This week I want to avoid starting with the usual cliches about cold conditions, closed season, blah blah blah, and salute two absolute stalwarts of the fishing scene: the perch and your local tackle shop. Both are an essential part of the sport. They're always there for you, making that fishing trip possible whether the going is good or bloody awful.
In gloomy times it's refreshing to see a tackle shop getting a revamp. The big mail order companies are all well and good for a quick bargain, but where would fishing be without the local tackle dealer? Who knows the latest scoop on your neck of the woods? Who makes sure you have fresh bait? Who gets you the right ticket, puts you onto the fish with that personal touch? Someone on a mail order line 200 miles away? Didn't think so. Which is why it's great news that Cullompton Carp and Coarse has just moved to a new, bigger premesis just off the M5, junction 28. This is also the ideal location for the travelling angler, as it's en route for countless destinations. There are few anglers with a better knowledge of local waters and current form than manager Ian Nadin either, who has worked his wotsits off to transform a bare space into a cracking new shop. Well worth a visit- and for every tenner spent currently you'll also get a free prize draw ticket! More details at: http:www.cullomptoncarpandcoarse.com
In fact, I hope for the sake of so many people connected with fishing that 2013 is a settled year. Something as simple as the weather has a huge impact on fishing. Sure, the addicts will always fish. But many, many more people fish only infrequently when the weather is poor. A bit of sunshine and suddenly everything looks more appetising. That bloke walking along the river sees a man fishing and thinks to himself "that looks really relaxing, I could try that." A mild month and suddenly new rods are desired, flies and baits are bought; magazines sell and visitors book local guides. Is that really so surprising? Even the die hards are craving some sunshine and milder climes at this point.
But anyway, enough of my rambling and onto the fishing. Yes, it has been icy. Thank goodness therefore for the obliging species like perch and skimmers that play ball on any given day. Not that they get easier to catch- quite the reverse. Hoping to overcome the elements, I had a testing day's fishing on a remote little stillwater with Russ Hilton. Where exactly you set up is the first sticking point. Usually my first option after weeks of biting cold would be deep water- but on this occasion we avoided the deepest bank as it had been totally lashed by virtually two whole weeks of easterly winds. Two calmer spots offered more sheltered water, but would there be enough depth?
On plumbing up, we were relieved to find four feet or so, even close to cover. It was to be a day to demonstrate the value of patient feeding and relatively fine presentation. I really mixed the baits up. I based my attack on three lines: a maggot spot, a chopped worm line and a pellet swim. I also mixed up a large bait tub of groundbait (50/50 mix of Bait Factory Bio Bloodworm/ VDE Supercup) which was carefully riddled to remove the lumps. The beauty of a varied menu is that you always have a plan B and C to fall back on.
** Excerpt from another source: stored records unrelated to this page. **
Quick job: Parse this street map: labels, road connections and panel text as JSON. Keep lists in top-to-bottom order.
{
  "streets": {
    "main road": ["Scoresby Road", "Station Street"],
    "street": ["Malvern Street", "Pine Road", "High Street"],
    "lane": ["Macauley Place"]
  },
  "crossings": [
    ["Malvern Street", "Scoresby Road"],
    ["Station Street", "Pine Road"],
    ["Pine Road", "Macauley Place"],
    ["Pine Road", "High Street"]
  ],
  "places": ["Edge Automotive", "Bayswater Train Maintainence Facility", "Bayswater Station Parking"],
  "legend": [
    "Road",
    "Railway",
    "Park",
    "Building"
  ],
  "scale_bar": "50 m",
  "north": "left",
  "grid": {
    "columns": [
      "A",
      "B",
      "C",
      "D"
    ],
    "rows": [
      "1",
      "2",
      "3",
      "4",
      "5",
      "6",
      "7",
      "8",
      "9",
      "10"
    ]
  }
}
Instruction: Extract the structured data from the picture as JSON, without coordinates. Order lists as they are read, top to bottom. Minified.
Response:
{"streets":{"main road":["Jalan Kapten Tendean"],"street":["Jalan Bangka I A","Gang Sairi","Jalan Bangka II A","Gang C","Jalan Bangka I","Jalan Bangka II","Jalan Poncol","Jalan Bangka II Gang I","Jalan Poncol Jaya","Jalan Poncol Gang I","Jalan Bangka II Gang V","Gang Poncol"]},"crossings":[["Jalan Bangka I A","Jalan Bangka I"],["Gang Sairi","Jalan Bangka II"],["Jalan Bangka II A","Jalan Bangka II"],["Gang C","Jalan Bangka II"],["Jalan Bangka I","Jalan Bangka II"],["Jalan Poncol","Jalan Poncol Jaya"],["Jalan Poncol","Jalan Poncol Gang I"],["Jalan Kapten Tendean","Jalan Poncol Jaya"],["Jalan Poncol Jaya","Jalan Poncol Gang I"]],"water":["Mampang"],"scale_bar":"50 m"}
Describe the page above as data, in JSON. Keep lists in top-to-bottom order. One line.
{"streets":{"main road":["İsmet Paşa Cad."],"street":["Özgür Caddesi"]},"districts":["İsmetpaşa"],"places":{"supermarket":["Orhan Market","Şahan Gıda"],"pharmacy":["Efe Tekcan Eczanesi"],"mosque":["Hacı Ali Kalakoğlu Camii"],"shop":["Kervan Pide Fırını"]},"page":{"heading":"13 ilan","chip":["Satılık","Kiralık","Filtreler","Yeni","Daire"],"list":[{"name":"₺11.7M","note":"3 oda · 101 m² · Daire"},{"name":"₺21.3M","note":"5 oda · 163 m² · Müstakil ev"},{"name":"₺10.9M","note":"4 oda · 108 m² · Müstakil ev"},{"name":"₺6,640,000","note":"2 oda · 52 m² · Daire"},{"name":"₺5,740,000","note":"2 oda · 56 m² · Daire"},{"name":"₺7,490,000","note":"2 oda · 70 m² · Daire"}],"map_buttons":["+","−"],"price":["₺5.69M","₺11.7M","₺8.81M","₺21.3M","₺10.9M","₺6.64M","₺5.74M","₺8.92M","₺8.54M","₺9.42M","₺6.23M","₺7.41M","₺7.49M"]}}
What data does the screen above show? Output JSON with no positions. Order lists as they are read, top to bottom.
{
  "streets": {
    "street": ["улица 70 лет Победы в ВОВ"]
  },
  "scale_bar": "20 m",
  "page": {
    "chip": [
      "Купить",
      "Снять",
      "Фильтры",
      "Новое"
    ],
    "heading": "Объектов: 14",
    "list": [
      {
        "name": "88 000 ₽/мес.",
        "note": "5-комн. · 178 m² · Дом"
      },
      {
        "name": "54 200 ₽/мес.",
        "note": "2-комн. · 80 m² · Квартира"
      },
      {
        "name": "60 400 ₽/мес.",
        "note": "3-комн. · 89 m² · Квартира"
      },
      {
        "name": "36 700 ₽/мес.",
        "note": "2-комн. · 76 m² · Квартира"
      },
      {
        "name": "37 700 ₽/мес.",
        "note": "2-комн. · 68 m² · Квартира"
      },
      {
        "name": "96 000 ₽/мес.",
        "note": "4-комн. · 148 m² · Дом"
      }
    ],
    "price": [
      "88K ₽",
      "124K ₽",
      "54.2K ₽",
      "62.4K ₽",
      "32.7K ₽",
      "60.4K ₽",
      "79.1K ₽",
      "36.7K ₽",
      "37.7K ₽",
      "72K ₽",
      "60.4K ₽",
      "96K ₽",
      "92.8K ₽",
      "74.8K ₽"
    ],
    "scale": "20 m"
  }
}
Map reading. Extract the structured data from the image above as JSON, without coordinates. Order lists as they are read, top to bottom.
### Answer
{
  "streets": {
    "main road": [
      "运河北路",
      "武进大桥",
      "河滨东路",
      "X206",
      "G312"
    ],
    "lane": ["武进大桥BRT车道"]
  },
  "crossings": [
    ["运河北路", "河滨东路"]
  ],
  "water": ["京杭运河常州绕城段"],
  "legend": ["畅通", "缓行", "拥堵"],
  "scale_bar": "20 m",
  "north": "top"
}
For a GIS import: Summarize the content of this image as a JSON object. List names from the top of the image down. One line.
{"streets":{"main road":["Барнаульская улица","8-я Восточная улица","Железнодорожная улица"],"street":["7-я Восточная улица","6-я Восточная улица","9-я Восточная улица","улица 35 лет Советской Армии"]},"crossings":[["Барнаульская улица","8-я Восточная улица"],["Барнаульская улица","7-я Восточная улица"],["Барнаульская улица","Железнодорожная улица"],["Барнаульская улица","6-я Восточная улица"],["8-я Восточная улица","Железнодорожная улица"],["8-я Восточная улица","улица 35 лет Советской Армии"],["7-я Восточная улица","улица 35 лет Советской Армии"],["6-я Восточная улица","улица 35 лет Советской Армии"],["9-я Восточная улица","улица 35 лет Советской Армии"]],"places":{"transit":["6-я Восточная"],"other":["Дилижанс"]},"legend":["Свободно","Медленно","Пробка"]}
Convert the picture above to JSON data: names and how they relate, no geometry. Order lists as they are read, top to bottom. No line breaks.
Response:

Careful feeding was the watchword. It's tempting to feed and then stop when things don't take off, but I intended to keep trickling bait on three lines. The maggot line worked straight away- but the pellet line to ok ages and my chopped worm swim seemed to be raided by tiny silvers rather than perch. Nevertheless, every 10-15 minutes in went another little ball of groundbait containing two chopped dendrobenas, using the pole cup for accuracy. A similar feed rate was employed for the pellet line, while I flicked 4-5 maggots into the near side every other minute. I was just starting to wonder if anything better would turn up, when a switch to a 6mm pellet produced the first bream of the day- a better skimmer and a proper pull in the elastic:
If ever a day illustrated the value of persistent, light feeding, this was it. Russ started hitting into some better perch, including a 2.06 pounder, but neither of us was really flying. Finally however, well over four hours into our feeding regime, the fishery really woke up. I had a solid 3lb bream on the pellet before my next worm fish really took the pole for a dance- other than the fly rod, there really isn't a more exciting way to play tug of war with fish like this 2.03lb perch.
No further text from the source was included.